CHICAGO, (AFP) – Un día después de haber sido eliminada en la carrera por la sede de los Juegos Olímpicos de 2016, los habitantes de Chicago amanecieron este sábado con sentimientos encontrados de alivio y humillación, y achacan a diversos factores la causa de la derrota.

 Para miles de personas en Chicago, sobre todo políticos y empresarios locales que se frotaban las manos pensando en los jugosos negocios que tendrían por delante, la eliminación de la ciudad cayó como un jarro de agua fría.

 La humillación es todavía mayor por haber quedado fuera del baile olímpico en la primera ronda de votación. Hace siete años Nueva York, su némesis histórica, llegó al menos a una segunda vuelta para la sede del 2012.

 Empero, para un gran por ciento de los ‘chicagoeans’ -como llaman a los ciudadanos de esta urbe-, fue un alivio verse libre de las cargas impositivas que podrían caerles encima antes, durante y después de los Juegos.

 «Seguramente los contribuyentes estuvieron preocupados por tener que hurgar en sus bolsillos para pagar el costo excesivo de los Juegos Olímpicos. Sólo para que los políticos puedan repartir el ‘oro olímpico’ entre sus amigos», escribió un columnista del Chicago Tribune.

 La no unanimidad en el apoyo del pueblo de Chicago fue uno de los puntos flojos de su candidatura, en contraste con la entusiasta adhesión que tuvo el ideal olímpico en Rio de Janeiro, Madrid y Tokio.

 «Unos Olímpicos en Chicago 2016 hubieran dado siete años de historias de corrupción, siete años de un alcalde explicando no saber cómo ciertos amigos suyos se hicieron con los grandes contratos», apuntó el analista político de Chicago John Kass, en un artículo para un diario local.
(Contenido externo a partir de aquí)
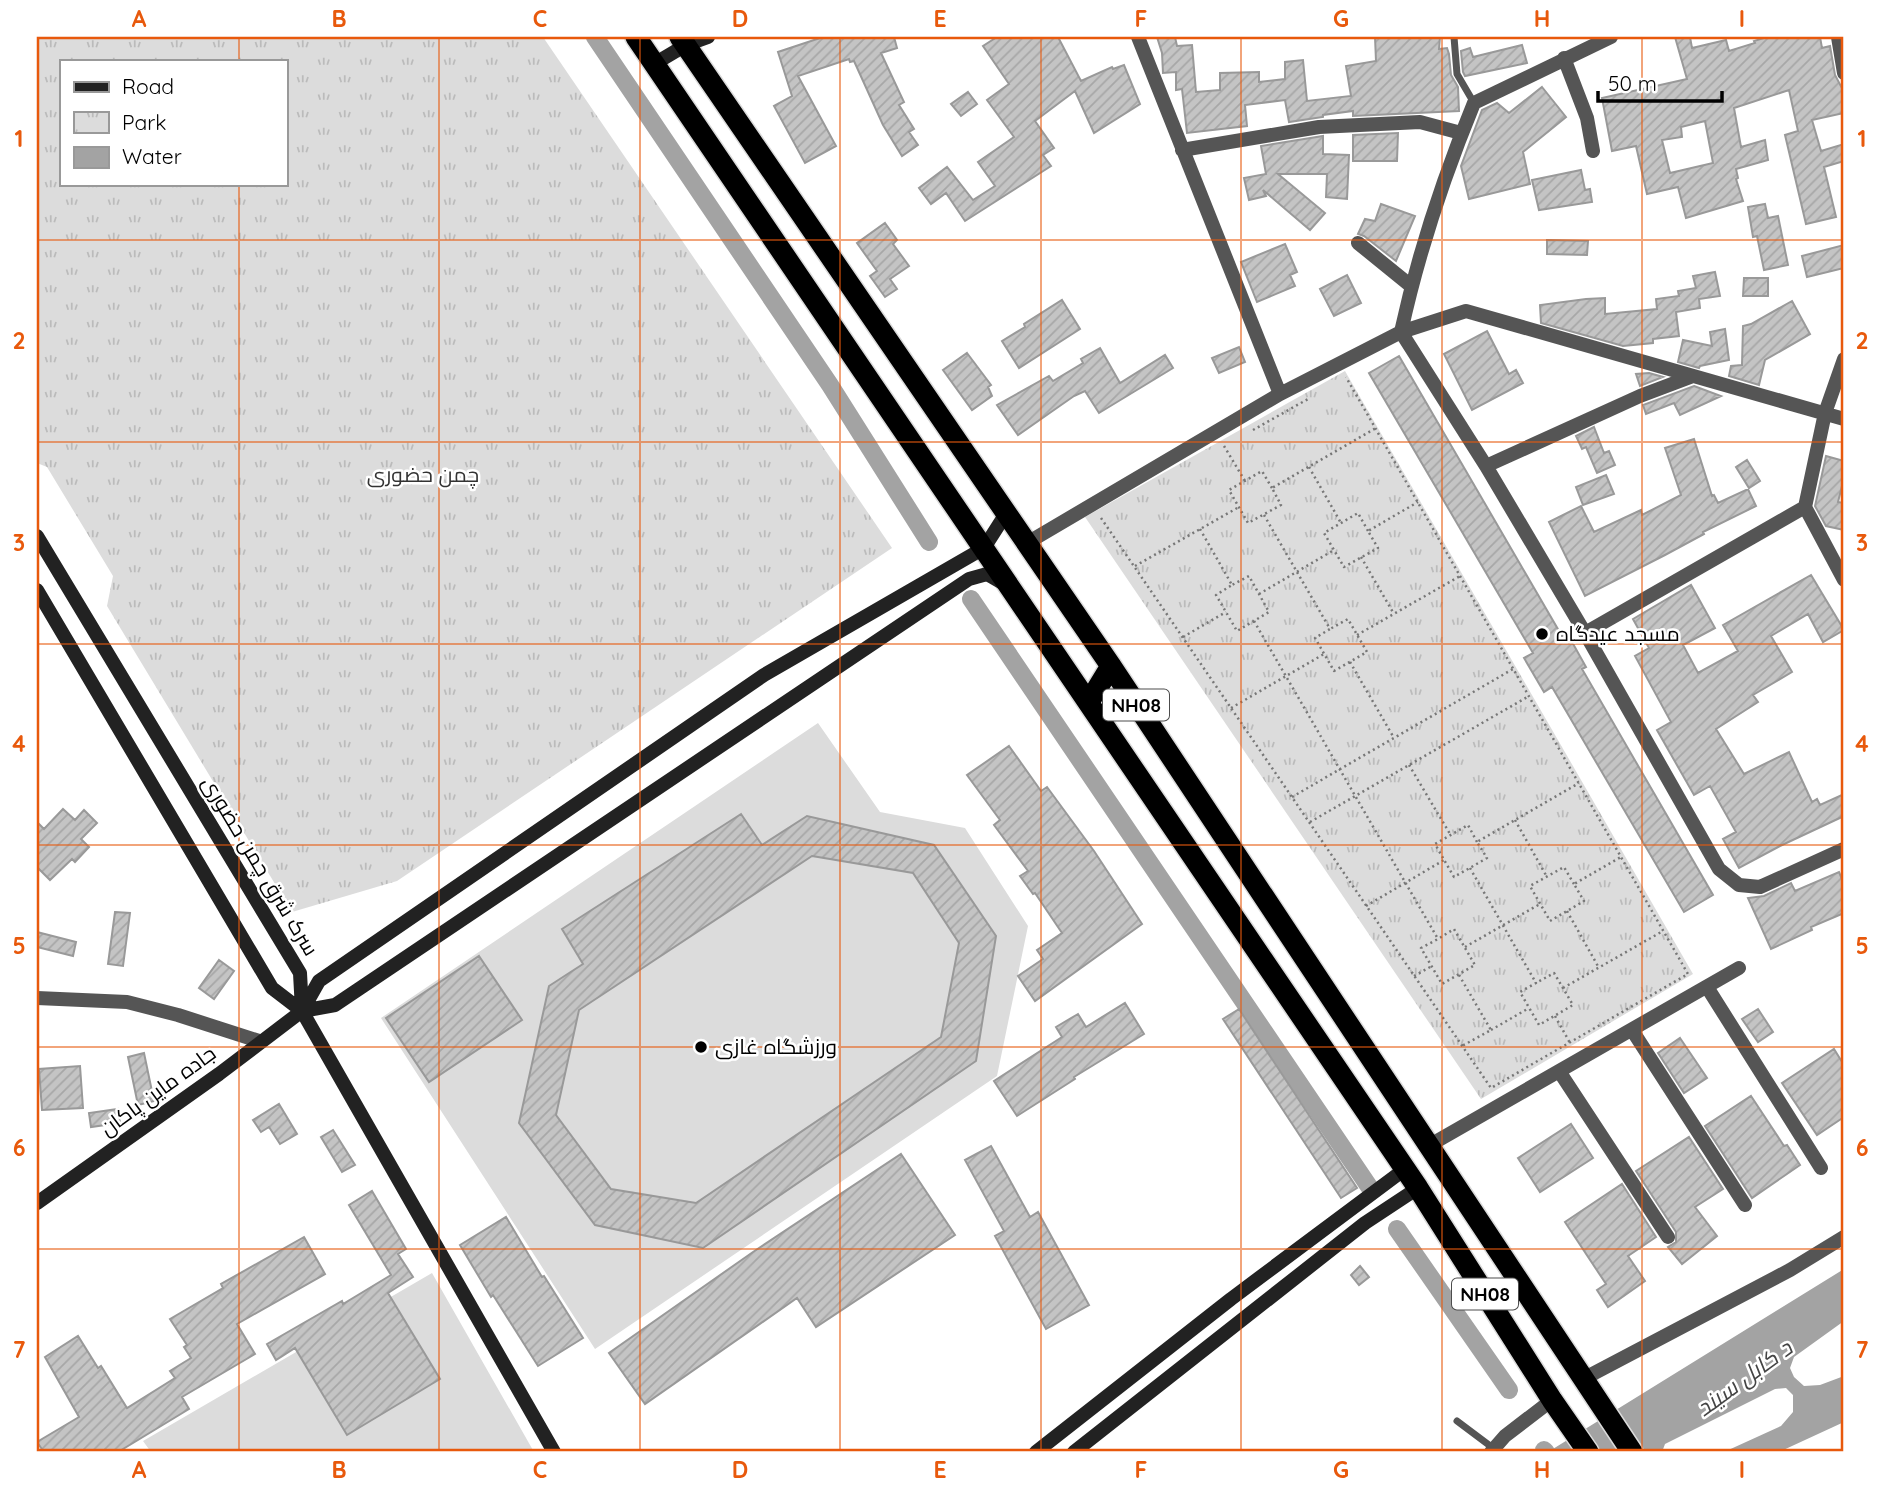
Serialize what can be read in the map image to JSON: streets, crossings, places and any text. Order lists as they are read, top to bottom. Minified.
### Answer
{"streets":{"highway":["NH08"],"main road":["سرک شرق چمن حضوری","جاده ماین پاکان"]},"crossings":[["سرک شرق چمن حضوری","جاده ماین پاکان"]],"water":["د کابل سيند"],"parks":["چمن حضوری"],"places":["مسجد عیدگاه","ورزشگاه غازی"],"legend":["Road","Park","Water"],"scale_bar":"50 m","grid":{"columns":["A","B","C","D","E","F","G","H","I"],"rows":["1","2","3","4","5","6","7"]}}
 «La eliminación de Chicago fue una pérdida devastadora para columnistas y reporteros de investigación», ironizó Kass.

 Chicago marchó con tejado de vidrio a la guerra silenciosa de cabildeos y consultas que se realizaron fuera de la sala de conferencias del Centro Bella en Copenhague.

 Es cierto que contó con la presentación in situ del presidente Barack Obama, quien hizo un vuelo de última hora para apoyar la candidatura, pero a los ojos del COI hubieran quedado mejor Michael Jordan y Tiger Woods que la primera dama Michelle Obama y Ophra Winfrey.
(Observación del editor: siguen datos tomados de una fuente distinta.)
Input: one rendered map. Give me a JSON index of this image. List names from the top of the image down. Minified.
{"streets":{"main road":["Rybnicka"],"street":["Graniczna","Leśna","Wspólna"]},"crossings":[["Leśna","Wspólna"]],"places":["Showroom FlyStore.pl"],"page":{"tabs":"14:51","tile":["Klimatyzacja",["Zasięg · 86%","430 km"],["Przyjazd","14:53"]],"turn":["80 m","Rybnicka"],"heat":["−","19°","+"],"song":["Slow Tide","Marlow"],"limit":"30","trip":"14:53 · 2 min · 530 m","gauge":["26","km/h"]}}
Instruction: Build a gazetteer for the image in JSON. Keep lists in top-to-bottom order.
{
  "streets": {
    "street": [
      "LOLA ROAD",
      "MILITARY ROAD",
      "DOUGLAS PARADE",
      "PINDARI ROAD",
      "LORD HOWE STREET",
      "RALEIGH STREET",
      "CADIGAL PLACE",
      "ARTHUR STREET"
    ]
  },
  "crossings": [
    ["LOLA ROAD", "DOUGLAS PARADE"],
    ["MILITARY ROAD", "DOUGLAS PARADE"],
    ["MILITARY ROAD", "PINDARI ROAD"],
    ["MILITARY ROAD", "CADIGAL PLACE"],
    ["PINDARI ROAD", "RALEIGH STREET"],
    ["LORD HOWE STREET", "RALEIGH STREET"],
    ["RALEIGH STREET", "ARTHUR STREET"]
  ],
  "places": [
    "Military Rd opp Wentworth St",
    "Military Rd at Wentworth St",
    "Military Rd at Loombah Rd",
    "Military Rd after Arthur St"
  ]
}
 El reverendo Jesse Jackson, uno de los primeros en reaccionar a la derrota de Chicago, lo sintetizó en una frase: «Algo falló. Hicimos una guerra del aire. Tal vez perdimos la guerra de tierra».

 Rio de Janeiro tuvo en Copenhague a dos estrellas mediáticas como el presidente de Brasil Luiz Inacio Lula da Silva y el ‘Rey’ Pelé. Madrid contó con el Rey Juan Carlos, ex atleta olímpico, y el siempre perdurable Juan Antonio Samaranch, un ex presidente del COI aún con mucha influencia en ese organismo.
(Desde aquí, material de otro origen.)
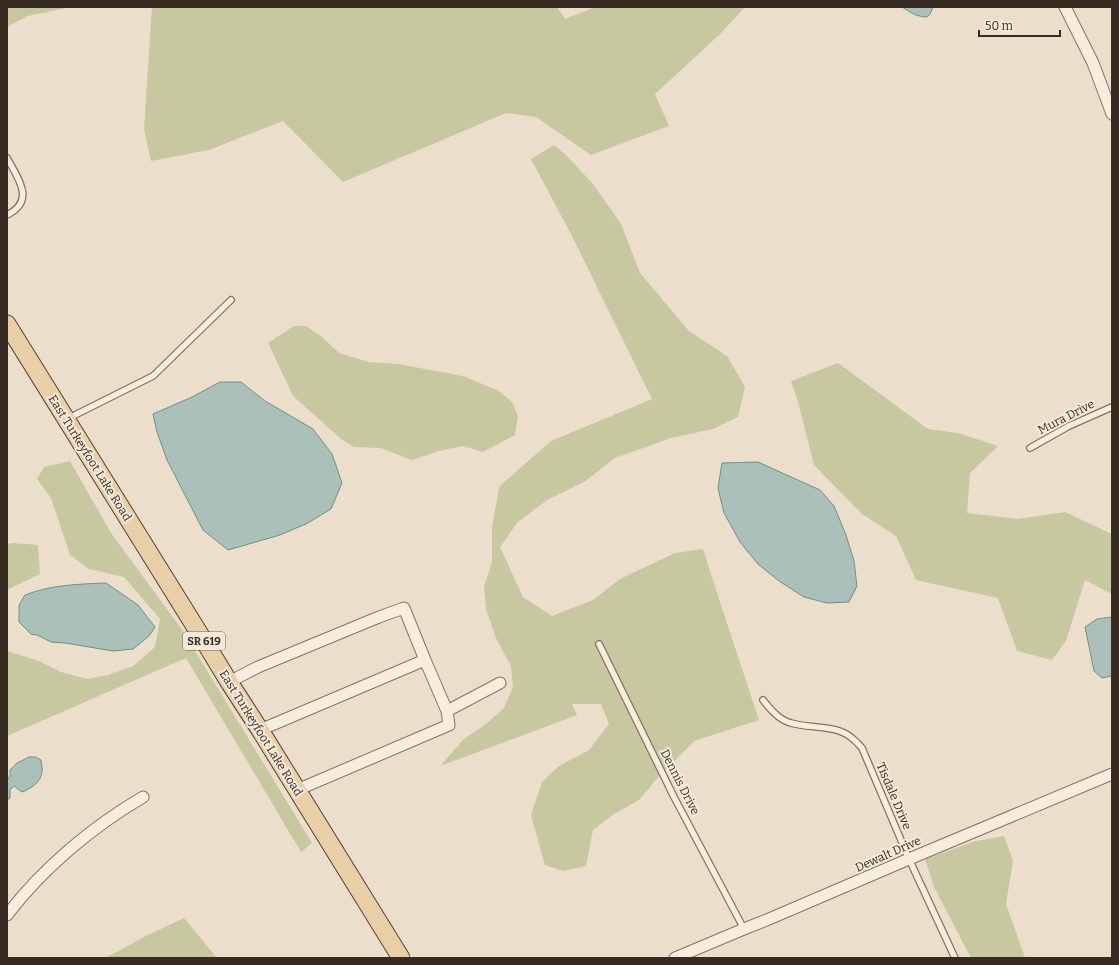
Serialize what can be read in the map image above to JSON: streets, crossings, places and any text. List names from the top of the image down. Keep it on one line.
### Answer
{"streets":{"main road":["East Turkeyfoot Lake Road","SR 619"],"street":["Dewalt Drive"],"lane":["Mura Drive","Dennis Drive","Tisdale Drive"]},"crossings":[["Dennis Drive","Dewalt Drive"],["Tisdale Drive","Dewalt Drive"]],"scale_bar":"50 m"}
 El factor Samaranch fue, según medios estadounidenses, pieza clave para dejar a Chicago fuera del pastel en la primera ronda de votaciones.

 «Caímos víctimas del ‘Samaranchcidio'», tituló este sábado uno de sus artículos el Chicago Tribune.

 «El ex presidente del COI, Juan Antonio Samaranch, a sus 89 años, jugó sucio, diciéndole a los votantes durante la presentación de Madrid, que estaba ‘muy cerca del final de mi tiempo’ y debían concederle el regalo de la sede», apuntó el diario.

 Los hechos demostraron que las aspiraciones estadounidenses estuvieron basadas más en suposiciones, y una gran cuota de arrogancia, que en aspectos prácticos.

 «Chicago nunca tuvo chance de ganar la sede de los Juegos Olímpicos de 2016», aseguró a un diario neoyorquino Dick Ebersol, presidente de la cadena televisiva estadounidense NBC, que adquirió los derechos de transmisión de los Juegos Olímpicos desde el 2000 hasta el 2012 por una suma de 5,7 mil millones de dólares.

 El reparto de esa cifra trae de los pelos al USOC y al COI, que exige una parte mayor de la tajada que actualmente recibe.

 Las eliminaciones de Chicago y Nueva York podrían interpretarse como un castigo de la cofradía olímpica, que con un mano otorga sedes y con la otra exige el pago correspondiente.